FOCUS SULLA NORMATIVA RADON

Per quanto riguarda le abitazioni, in Italia non esiste ancora una norma che stabilisca una soglia limite alla concentrazione di Radon indoor.

Per questo motivo, sarà utile delineare le principali direttive di riferimento, le leggi in vigore e capire come si fanno, a chi competono e quanto costano le misure dei valori di questo pericoloso gas.

Normativa radon, ecco i valori soglia

Per molti anni si è fatto riferimento alla Raccomandazione Euratom 143/90“Sulla tutela della popolazione contro l’esposizione al Radon in ambienti chiusi” della Commissione Europea, dove sono consigliati dei livelli soglia per le abitazioni esistenti (400 Bq/m3) e per quelle di nuova costruzione (200 Bq/m3). I livelli vanno intesi come valori medi annui di concentrazione di radon.

A seguito dei risultati dei numerosi studi epidemiologici effettuati negli ultimi 20 anni e della conseguente rivalutazione del rischio di tumore polmonare associato all’esposizione al radon nelle abitazioni, nel 2009 l’Oms ha pubblicato il rapporto “WHO Handbook on Indoor Radon: A Public Health Perspective”, nel quale si raccomanda che i Paesi adottino possibilmente un livello di riferimento di 100 Bq/m3 o comunque non superiore a 300 Bq/m3.

Il 17 gennaio 2014 è stata pubblicata la nuova direttiva della Comunità Europea “direttiva 2013/59/Euratom” dove si indica il livello di riferimento, oltre il quale si suggerisce di intraprendere azioni di risanamento. Tale livello è fissato a 300 Bq/m3 (sempre come media annua) per tutti gli ambienti chiusi, incluse le abitazioni.

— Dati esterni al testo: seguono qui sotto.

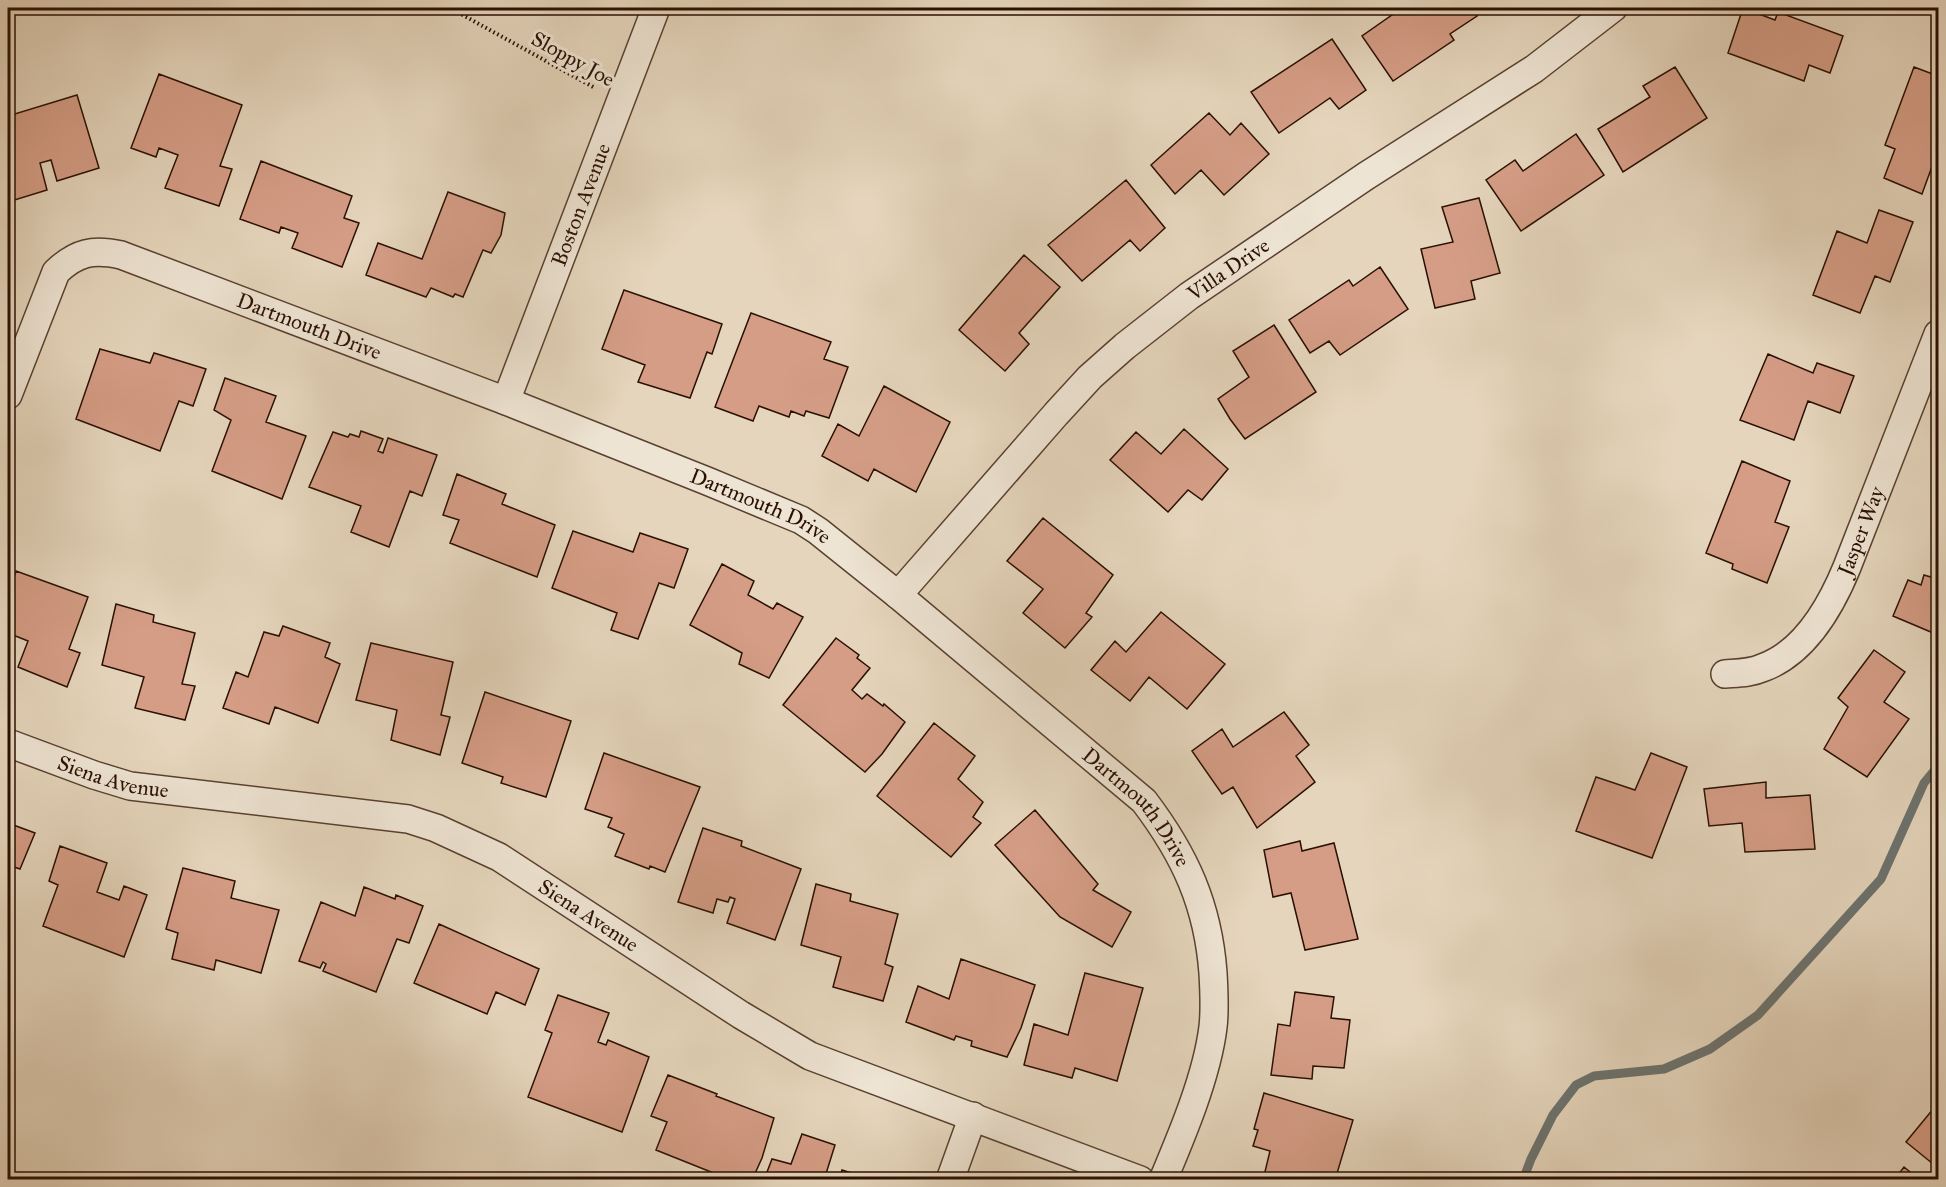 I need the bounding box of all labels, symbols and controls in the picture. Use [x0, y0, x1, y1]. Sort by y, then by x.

Lo scorso luglio, la Commissione ha deferito l’Italia (unico paese UE a non aver adottato alcuna norma di recepimento) alla Corte di Giustizia UE per il mancato recepimento delle norme UE sulla radioprotezione. Il termine era già scaduto dal 6 febbraio 2018.

E nei luoghi di lavoro?

La legge che regola le concentrazioni di radon indoor negli ambienti lavorativi è il decreto legislativo n. 241 del 26 maggio 2000, “In materia di radiazioni ionizzanti”, che recepisce le direttive 89/618/Euratom, 90/641/Euratom, 92/3/Euratom e 96/29/Euratom, e che ha modificato i precedenti decreti 230/1995 e 187/2000.

Questa norma prevede, al capo III-bis, dall’art. 10-bis al 10-octies, disposizioni riguardanti le “attività lavorative nelle quali la presenza di sorgenti di radiazioni naturali conduce ad un significativo aumento dell’esposizione dei lavoratori”.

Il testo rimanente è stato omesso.